Dr Jonathan Odum, Medical Director at The Royal Wolverhampton NHS Trust, said: “Exercise brings so many health benefits. It can reduce your risk of major illnesses, such as heart disease, stroke, diabetes and cancer by up to 50%. It’s also a great way to get in shape and burn off calories. However, it can be tempting to try and push yourself, especially if you’re with friends. Try not to get too competitive!
“It’s very important to warm up properly for a few minutes. Start with gentle exercise, such as walking or jogging, to get the blood flowing to your muscles.
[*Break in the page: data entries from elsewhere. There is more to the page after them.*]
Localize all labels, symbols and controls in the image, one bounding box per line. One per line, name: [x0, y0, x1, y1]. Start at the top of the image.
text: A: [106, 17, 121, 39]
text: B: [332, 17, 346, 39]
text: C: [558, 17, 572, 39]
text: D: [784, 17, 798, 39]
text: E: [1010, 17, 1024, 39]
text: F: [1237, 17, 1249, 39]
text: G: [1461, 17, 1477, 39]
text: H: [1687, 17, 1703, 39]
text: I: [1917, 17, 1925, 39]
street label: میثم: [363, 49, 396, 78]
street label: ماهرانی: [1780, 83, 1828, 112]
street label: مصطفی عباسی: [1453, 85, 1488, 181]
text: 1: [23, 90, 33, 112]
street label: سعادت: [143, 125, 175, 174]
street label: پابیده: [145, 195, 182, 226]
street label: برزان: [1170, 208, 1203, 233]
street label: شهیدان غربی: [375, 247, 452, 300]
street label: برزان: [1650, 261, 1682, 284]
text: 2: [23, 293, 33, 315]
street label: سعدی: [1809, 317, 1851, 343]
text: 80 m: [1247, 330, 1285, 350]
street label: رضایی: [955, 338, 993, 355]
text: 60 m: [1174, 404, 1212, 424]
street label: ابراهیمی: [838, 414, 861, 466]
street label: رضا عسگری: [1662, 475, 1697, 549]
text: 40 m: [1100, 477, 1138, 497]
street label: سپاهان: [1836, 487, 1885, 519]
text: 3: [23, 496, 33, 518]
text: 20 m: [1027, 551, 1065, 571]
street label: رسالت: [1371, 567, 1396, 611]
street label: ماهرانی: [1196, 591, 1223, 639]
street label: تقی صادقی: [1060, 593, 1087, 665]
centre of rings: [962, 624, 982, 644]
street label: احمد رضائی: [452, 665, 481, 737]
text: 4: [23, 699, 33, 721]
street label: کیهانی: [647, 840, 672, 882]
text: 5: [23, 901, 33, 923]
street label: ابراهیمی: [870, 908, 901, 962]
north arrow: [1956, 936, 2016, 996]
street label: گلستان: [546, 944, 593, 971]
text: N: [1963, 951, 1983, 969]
Then gradually increase the pace until you are running briskly.
“Once your muscles are warm, do some gentle stretching exercises, paying particular attention to the muscle groups that you’ll be using – for example, legs for running and arms and shoulders for racquet sports. A gentle cool-down after exercise will mean less muscle stiffness and soreness afterwards.”
If you do have a minor sports injury, this can be treated at home using PRICE therapy for two or three days. PRICE stands for protection, rest, ice, compression and elevation. Plus it can take up to six weeks to get back to your normal self. So be patient.
For more serious sports injuries, such as a torn ligament or damaged cartilage, you will need to book an appointment with your GP. You can also call NHS111, 24 hours a day, seven days a week. It’s simple to use, just dial 111 and you’ll be put through to someone who can tell where you can go for help.